• [YOUR OBJECTIVE]:
Repeat each record below exactly, omitting whatever pictures appear in it.

• [RECORDS SHOWN]:
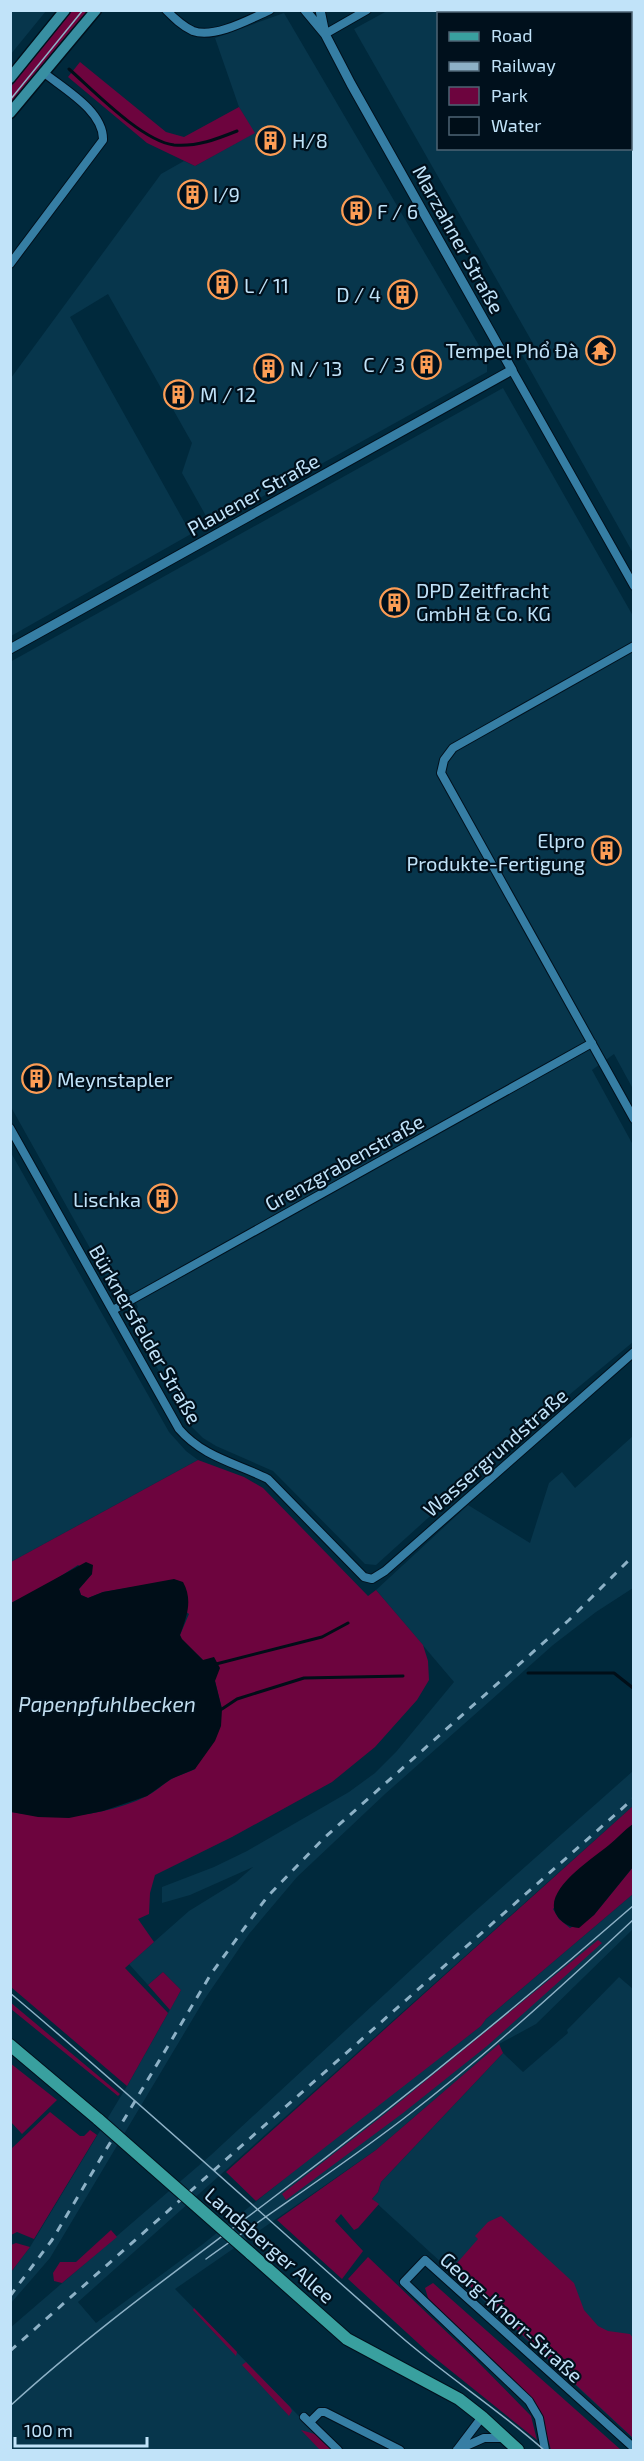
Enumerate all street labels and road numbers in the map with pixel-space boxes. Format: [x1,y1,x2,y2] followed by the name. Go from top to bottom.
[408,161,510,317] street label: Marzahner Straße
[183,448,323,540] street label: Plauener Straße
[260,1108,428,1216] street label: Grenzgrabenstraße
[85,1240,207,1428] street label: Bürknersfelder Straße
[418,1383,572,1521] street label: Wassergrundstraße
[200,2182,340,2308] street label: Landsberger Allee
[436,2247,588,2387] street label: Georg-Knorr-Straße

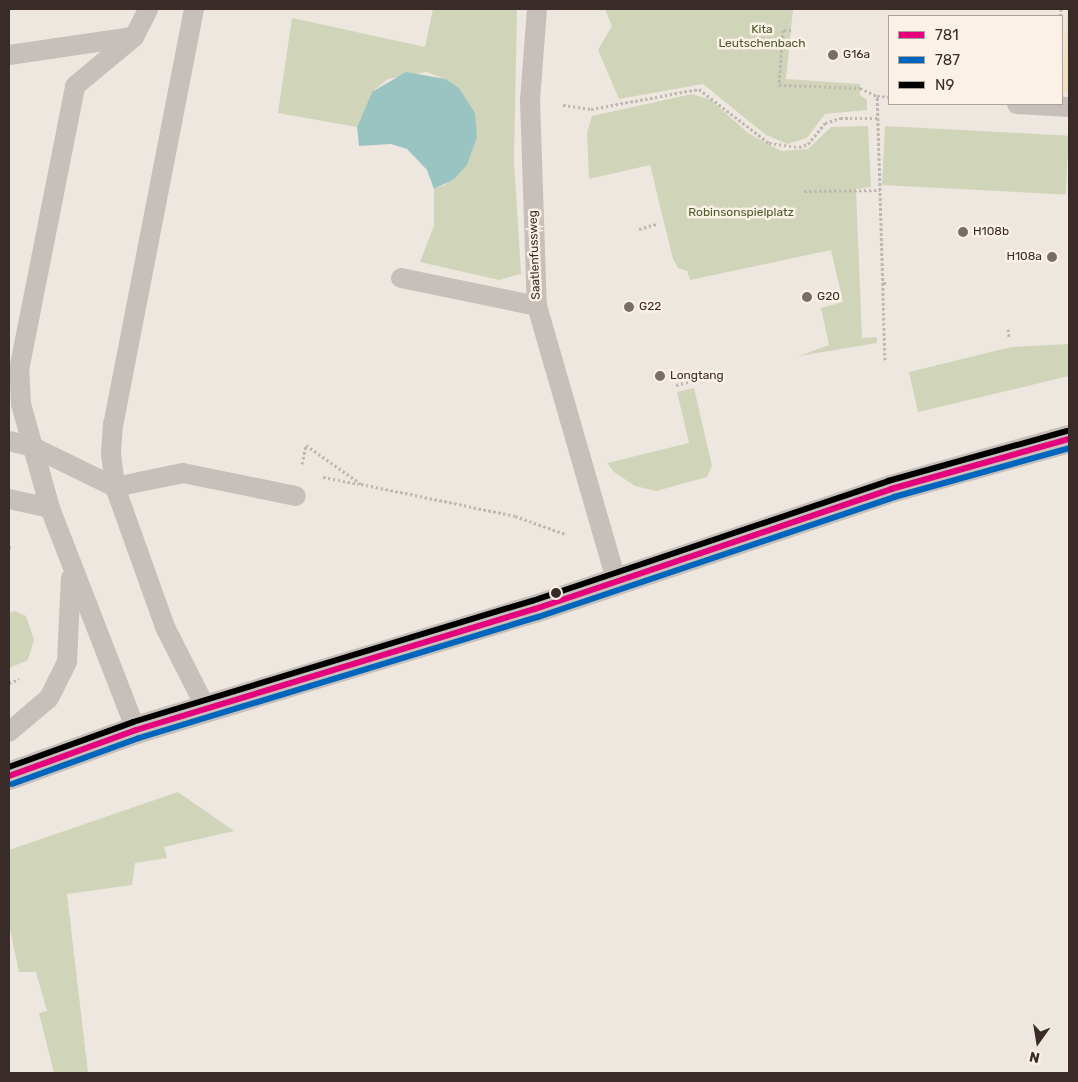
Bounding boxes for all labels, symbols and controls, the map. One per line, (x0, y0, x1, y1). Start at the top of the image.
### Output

• [THE ANSWER]:
Enumerate all street labels and road numbers in the map with pixel-space boxes. Format: [x1,y1,x2,y2] followed by the name. Go from top to bottom.
[408,161,510,317] street label: Marzahner Straße
[183,448,323,540] street label: Plauener Straße
[260,1108,428,1216] street label: Grenzgrabenstraße
[85,1240,207,1428] street label: Bürknersfelder Straße
[418,1383,572,1521] street label: Wassergrundstraße
[200,2182,340,2308] street label: Landsberger Allee
[436,2247,588,2387] street label: Georg-Knorr-Straße

Bounding boxes for all labels, symbols and controls, the map. One per line, (x0, y0, x1, y1). Start at the top of the image.
### Output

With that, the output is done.